E i contadini nonesi lei pensa che siano pronti?

«Assolutamente no. Nel mondo agricolo vedo staticità e passività. Arriva il messaggino sul cellulare in cui si dice di trattare coi fitofarmaci e si tratta. Punto».

Con la viticoltura sarebbe diverso?

«Quello dei vignaioli è un mondo più aperto. Si cerca il confronto con il resto del mondo. I figli dei melicoltori invece studiano a San Michele (alla Fondazione Mach - Istituto agrario, ndr) e poi vengono spediti sul trattore e là rimangono».

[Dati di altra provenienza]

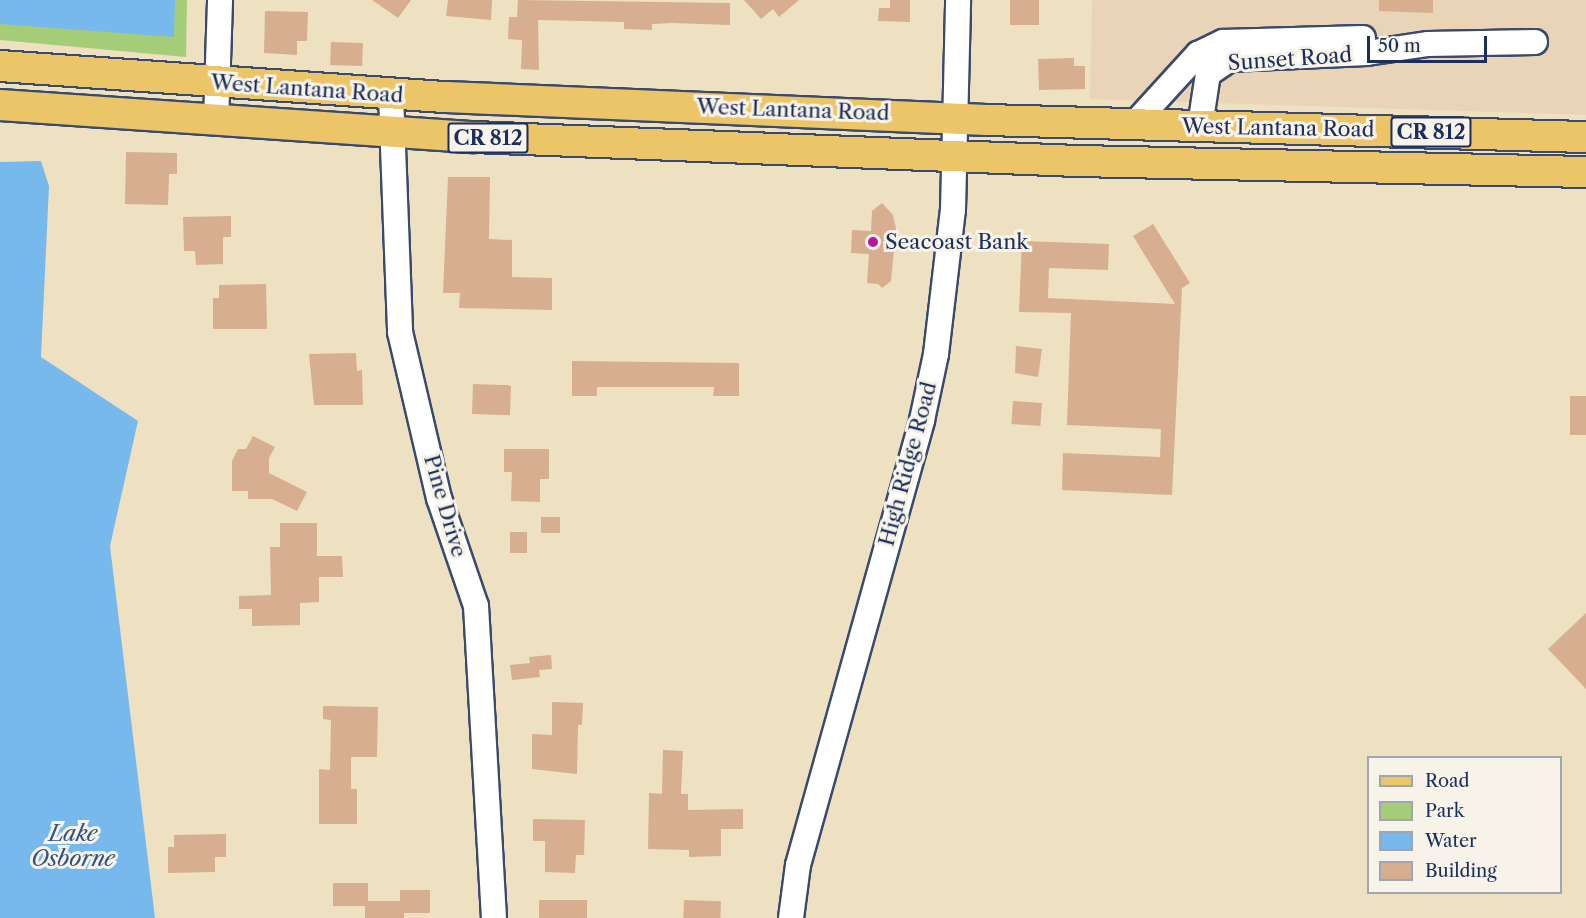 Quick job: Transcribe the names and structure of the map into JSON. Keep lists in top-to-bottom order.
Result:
{
  "streets": {
    "main road": ["West Lantana Road", "CR 812"],
    "street": ["Sunset Road", "High Ridge Road", "Pine Drive"]
  },
  "crossings": [
    ["Sunset Road", "West Lantana Road"],
    ["West Lantana Road", "High Ridge Road"],
    ["West Lantana Road", "Pine Drive"]
  ],
  "water": ["Lake Osborne"],
  "places": ["Seacoast Bank"],
  "legend": [
    "Road",
    "Park",
    "Water",
    "Building"
  ],
  "scale_bar": "50 m"
} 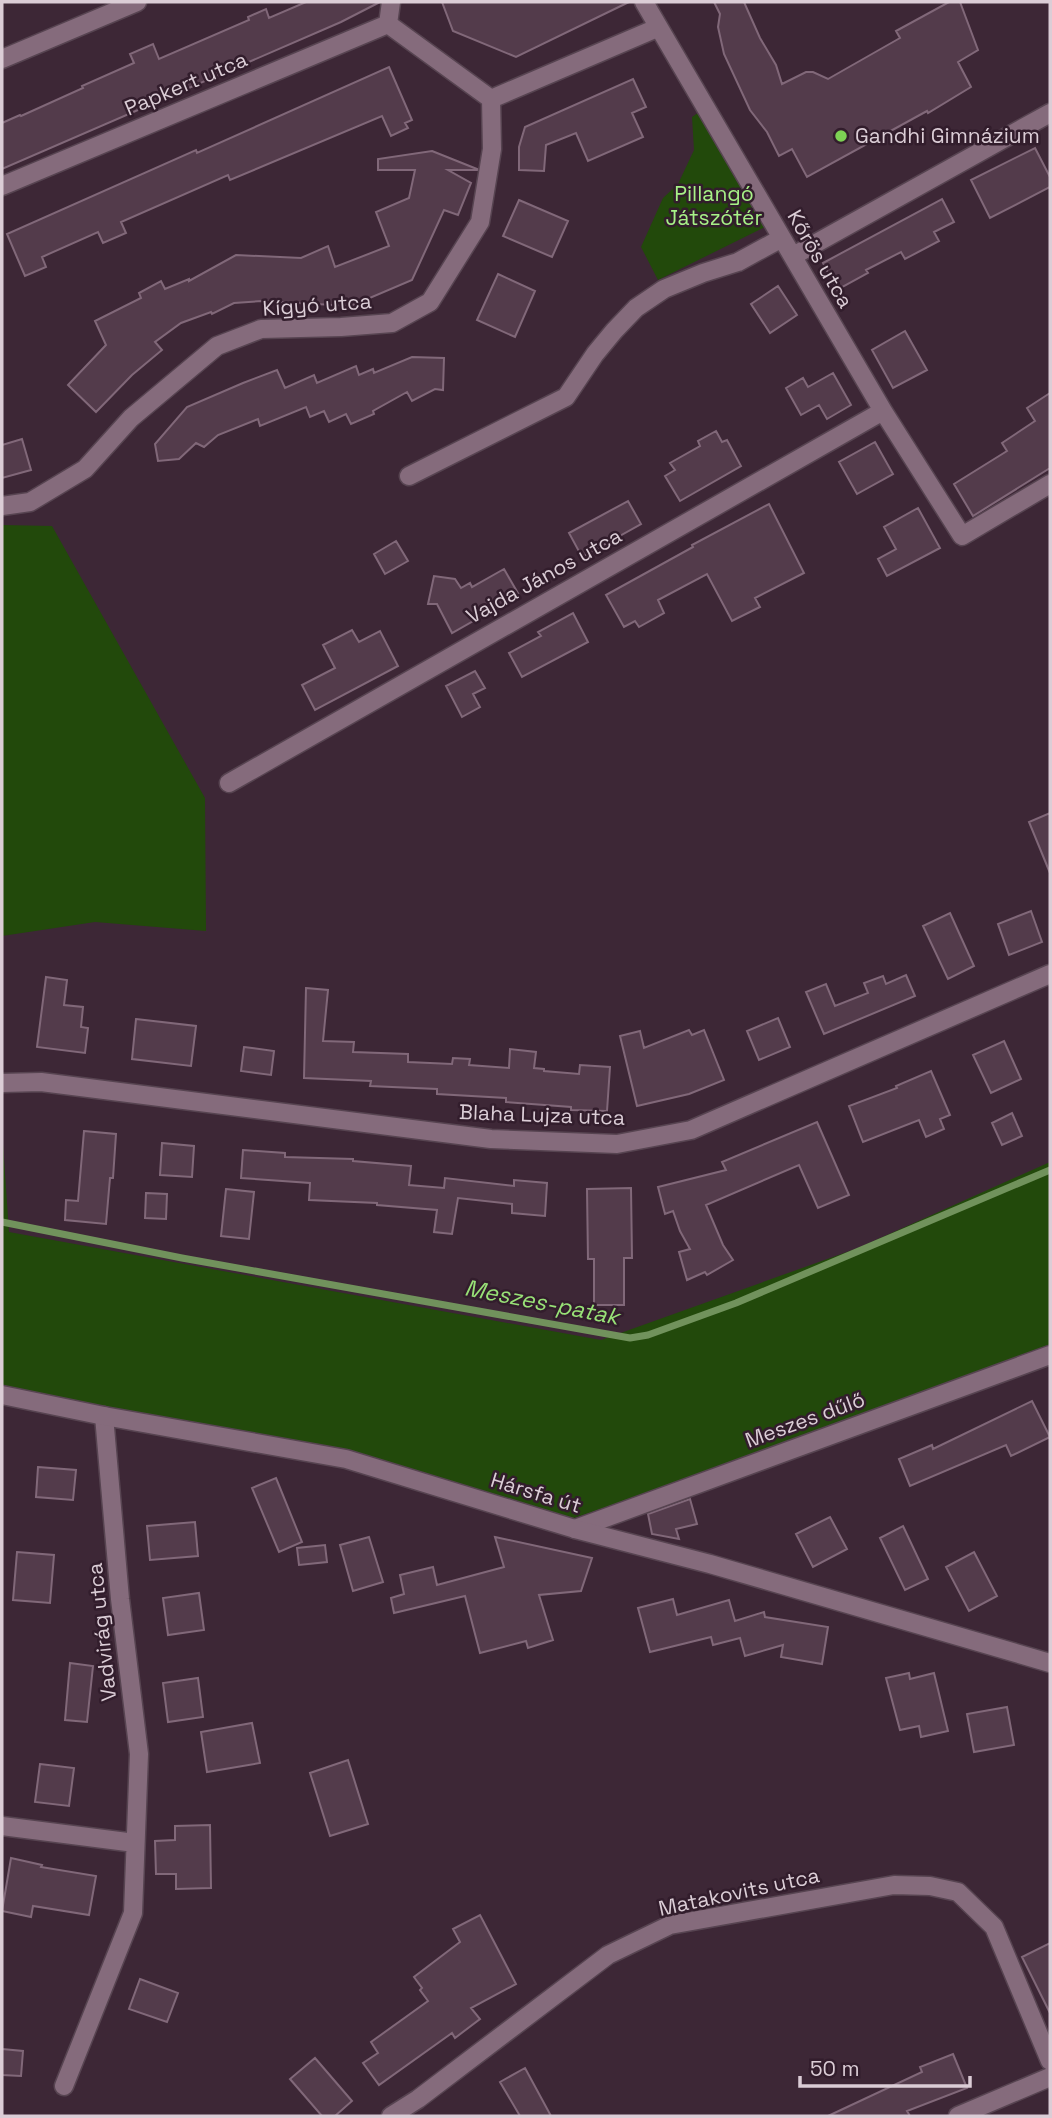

Quello della melicoltura è un mondo ricco.

«Ma non crea opportunità. Non vedo visione. Forse adesso le cose cambieranno, con questa svolta di Melinda».

Quanto tempo ci vorrà?

«Se le cose andranno in un certo modo, si potrà andare a sistema (con un sistema di imbottigliamento e vendita) in 10 anni, ma a livello di redditività già prima, perché i produttori potranno conferire a chi produce il vino e il consorzio in questo è un propulsore. Senza il consorzio di anni ce ne vorrebbero 30. Ce la possiamo fare. Fino a dieci anni fa nella zona del Barolo c'era il vuoto cosmico. Oggi c'è una produzione importante che crea indotto e trascina il resto dell'economia del territorio. Abbiamo tutti i numeri per farcela».

Ma in Val di Non si parla di nuovi terreni da coltivare a vigna o di conversioni?

«I terreni non ci sono, perché non vengono venduti e quelli che vengono venduti costano troppo. Dobbiamo agire noi, in fretta perché se la bolla dovesse scoppiare i terreni dovranno essere svenduti e i vignaioli esterni al Trentino interessati all'acquisto non mancano».

Pojer ha detto che il futuro dell'uva è in montagna. Insomma è un trend inarrestabile.

«Verissimo. Adesso c'è bisogno di escursione termica per fare bollicine. Si sarà costretti a "salire". Si deve cercare acidità e quella la trovi salendo in quota, in terreni selezionati. Penso allo Chardonnay e a progetti sostenibili dalla A alla Z. Qualità. Questo vogliono gli acquirenti. Con internet ormai le informazioni passano e noi dobbiamo essere quelli che garantiscono un'agricoltura sana, un ambiente sano e quindi un prodotto sano. È questo lo sviluppo sociale».